Yup, the roads wearing down and crumbling is a constant, expensive
irritation. Congress just passed an approximately 290 billion dollar
highway spending bill for fixing worn-out roads and building new ones.
One might imagine that schemes designed to reduce the rate of road
failure might be welcome.
Driving down most roads and looking at the pattern of wear on the
pavement does indicate that a good fraction of the pavement rarely
comes in contact with tires, and that most of the contact is restricted
to wheel paths.
I must confess, though, that I am not convinced that a scheme of
evening this out would either work or be cost effective or safe. Road
failure comes in a great variety of forms -- potholes form not only in
the places where the wheels come in contact but also in places where
the cars don't press down so much. Part of the reason for that is that
cracks may form in the part of the lane between the wheel paths which
allows water in, which melts and freezes. Freezing water expands,
cracking the pavement further. Evening out the wear might push cracks
back together again, but I wouldn't be too optimistic.

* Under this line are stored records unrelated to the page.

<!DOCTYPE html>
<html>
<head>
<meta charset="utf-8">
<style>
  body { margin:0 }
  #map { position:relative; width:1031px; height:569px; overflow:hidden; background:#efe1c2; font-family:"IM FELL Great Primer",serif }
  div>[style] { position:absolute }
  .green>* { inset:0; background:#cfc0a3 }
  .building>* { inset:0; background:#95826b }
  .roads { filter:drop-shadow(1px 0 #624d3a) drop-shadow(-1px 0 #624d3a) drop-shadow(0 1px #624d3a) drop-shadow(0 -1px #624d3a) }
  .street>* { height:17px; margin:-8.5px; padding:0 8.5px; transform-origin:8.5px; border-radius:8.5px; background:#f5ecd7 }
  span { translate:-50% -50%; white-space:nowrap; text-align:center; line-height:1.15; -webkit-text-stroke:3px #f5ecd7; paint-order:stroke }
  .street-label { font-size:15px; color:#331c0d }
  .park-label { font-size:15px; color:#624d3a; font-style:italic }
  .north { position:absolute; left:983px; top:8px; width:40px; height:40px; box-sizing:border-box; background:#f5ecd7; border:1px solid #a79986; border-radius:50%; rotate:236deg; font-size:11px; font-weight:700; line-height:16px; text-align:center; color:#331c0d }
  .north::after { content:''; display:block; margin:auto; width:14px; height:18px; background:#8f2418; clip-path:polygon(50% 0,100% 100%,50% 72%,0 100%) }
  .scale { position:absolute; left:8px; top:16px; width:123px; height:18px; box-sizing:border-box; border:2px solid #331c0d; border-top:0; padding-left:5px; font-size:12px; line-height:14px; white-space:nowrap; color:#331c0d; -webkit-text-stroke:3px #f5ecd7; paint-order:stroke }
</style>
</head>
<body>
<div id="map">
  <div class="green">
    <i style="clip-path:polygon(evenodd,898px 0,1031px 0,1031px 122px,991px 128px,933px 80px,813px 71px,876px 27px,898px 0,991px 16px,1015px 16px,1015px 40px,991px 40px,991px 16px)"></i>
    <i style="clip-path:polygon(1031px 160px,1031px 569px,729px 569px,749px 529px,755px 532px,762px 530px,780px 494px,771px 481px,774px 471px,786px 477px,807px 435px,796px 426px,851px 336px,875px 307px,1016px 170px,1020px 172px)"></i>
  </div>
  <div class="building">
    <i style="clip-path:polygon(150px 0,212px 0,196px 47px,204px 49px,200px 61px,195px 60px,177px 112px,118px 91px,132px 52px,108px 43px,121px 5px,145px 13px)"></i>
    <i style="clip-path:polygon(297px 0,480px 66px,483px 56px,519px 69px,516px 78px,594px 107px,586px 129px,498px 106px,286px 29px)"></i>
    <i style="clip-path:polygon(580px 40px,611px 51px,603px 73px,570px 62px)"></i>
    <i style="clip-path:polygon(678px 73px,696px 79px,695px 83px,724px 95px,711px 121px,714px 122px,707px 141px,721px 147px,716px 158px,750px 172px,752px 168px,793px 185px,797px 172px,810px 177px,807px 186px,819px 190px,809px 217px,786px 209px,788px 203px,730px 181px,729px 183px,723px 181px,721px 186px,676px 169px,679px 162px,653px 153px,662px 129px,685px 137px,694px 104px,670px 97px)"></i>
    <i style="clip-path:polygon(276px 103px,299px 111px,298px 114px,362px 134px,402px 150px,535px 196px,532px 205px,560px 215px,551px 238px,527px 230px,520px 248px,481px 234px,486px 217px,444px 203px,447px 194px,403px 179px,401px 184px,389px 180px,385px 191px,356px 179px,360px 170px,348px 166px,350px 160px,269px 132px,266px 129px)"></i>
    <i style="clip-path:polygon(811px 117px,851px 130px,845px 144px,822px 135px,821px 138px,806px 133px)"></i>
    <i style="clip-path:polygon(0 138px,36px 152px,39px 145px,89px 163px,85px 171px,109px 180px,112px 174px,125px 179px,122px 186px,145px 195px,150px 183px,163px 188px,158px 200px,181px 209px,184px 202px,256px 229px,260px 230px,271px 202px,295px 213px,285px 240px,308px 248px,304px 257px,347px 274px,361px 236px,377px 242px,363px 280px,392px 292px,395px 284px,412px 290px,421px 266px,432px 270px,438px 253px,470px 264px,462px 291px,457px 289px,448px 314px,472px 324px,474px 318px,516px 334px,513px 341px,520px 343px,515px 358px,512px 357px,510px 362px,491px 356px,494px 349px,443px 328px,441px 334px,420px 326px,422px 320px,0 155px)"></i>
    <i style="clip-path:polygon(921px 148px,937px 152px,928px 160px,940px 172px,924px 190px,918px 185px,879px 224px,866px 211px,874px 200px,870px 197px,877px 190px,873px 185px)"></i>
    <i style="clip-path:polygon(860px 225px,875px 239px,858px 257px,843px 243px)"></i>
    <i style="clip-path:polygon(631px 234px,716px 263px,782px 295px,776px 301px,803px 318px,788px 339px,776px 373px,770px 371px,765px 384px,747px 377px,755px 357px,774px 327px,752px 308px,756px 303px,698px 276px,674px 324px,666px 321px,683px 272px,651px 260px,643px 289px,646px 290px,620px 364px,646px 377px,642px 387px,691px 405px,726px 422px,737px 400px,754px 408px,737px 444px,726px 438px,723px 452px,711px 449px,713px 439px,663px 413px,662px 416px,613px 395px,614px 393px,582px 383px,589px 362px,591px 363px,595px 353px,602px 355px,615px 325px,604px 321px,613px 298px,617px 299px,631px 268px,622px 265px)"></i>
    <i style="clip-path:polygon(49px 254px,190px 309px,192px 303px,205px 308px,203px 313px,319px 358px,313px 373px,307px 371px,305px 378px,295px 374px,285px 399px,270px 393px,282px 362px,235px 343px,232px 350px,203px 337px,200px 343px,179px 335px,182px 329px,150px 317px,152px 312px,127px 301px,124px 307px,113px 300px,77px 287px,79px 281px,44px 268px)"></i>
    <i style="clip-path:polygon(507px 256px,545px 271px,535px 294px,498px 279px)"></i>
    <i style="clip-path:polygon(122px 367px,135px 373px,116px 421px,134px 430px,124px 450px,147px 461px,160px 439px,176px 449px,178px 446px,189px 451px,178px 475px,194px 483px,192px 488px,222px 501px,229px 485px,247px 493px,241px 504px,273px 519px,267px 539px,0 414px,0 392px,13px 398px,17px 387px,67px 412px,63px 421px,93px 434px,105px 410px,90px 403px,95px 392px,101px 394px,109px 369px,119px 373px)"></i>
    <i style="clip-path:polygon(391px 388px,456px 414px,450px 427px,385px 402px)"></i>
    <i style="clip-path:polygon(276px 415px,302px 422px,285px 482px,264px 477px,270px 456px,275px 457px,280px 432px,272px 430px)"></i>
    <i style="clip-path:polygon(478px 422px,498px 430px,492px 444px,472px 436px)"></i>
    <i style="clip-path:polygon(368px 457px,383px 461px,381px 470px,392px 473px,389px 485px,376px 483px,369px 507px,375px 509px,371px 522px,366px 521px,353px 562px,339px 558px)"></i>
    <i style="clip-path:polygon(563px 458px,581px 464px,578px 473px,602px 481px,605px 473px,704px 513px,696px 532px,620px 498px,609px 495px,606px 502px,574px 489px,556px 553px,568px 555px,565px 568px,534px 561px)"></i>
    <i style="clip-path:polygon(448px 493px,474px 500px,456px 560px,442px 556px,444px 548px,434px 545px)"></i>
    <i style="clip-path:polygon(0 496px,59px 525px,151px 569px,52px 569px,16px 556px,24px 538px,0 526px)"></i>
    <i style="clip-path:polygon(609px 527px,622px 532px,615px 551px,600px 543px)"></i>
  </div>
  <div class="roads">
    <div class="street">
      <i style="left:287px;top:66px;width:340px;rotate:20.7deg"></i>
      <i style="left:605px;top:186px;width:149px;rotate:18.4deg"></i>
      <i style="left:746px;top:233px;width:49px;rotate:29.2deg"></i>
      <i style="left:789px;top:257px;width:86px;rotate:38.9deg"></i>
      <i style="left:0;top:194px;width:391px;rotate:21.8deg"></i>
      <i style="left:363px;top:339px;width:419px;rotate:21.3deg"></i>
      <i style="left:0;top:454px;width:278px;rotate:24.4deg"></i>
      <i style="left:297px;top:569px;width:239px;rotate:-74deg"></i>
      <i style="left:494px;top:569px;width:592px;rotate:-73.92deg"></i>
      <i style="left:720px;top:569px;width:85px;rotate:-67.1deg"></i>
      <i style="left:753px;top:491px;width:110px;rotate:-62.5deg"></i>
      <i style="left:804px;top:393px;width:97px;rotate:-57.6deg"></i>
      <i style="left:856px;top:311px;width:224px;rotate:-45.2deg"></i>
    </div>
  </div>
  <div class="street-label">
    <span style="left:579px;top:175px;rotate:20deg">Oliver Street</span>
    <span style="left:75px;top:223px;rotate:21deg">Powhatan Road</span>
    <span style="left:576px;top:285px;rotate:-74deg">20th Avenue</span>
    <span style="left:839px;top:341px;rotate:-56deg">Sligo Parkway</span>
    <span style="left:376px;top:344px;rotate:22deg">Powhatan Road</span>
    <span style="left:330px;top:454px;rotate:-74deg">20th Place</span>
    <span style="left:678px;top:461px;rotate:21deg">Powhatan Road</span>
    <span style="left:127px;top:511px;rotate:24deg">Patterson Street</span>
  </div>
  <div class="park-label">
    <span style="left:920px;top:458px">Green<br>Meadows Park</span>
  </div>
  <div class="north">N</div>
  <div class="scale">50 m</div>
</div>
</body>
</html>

High-traffic, hard-to-maintain roadways are built with better
methods and materials than small roads and many city streets. A good,
high-quality roadway is built with concrete which has reinforcing steel
bars inside. This prevents cracks before they get started. It is also
important to build a road on a stable foundation -- shifting earth can
cause more problems than the traffic wear. Maintenance can help --
sealing the cracks with tar is a common way to extend the life of a
road. A road which is poorly designed or constructed on weak soil which
washes away in the rain (some roads in mountainous regions of
California where mudslides are common come to mind) will fail
regardless of wear schemes.
That said, there are additional problems with evening out the
wear. A simple scheme may simply guide traffic to shift over by half a
lane so the wheel paths run over previously unworn pavement. But roads
are constructed so that cars which follow the normal wheel paths pass
oncoming cars at a safe distance. You'd have to arrange so that the
oncoming traffic shifts in the same direction, and make the roads
clearly marked enough that people won't follow the old wheel paths but
the new ones. Sometimes paint on the road isn't enough -- people also
use roadside markers and the shoulder to calibrate where they should be
driving. I've noticed this in construction zones where the lanes are
shifted, sometimes by partial amounts, and sometimes it can be
confusing to tell just where the right place to drive is.
You'd probably have to build a half-lane on the side to shift
everyone over. Perhaps new roads can be built extra-wide for this (but
then the temptation to just add another half-lane may be overwhelming).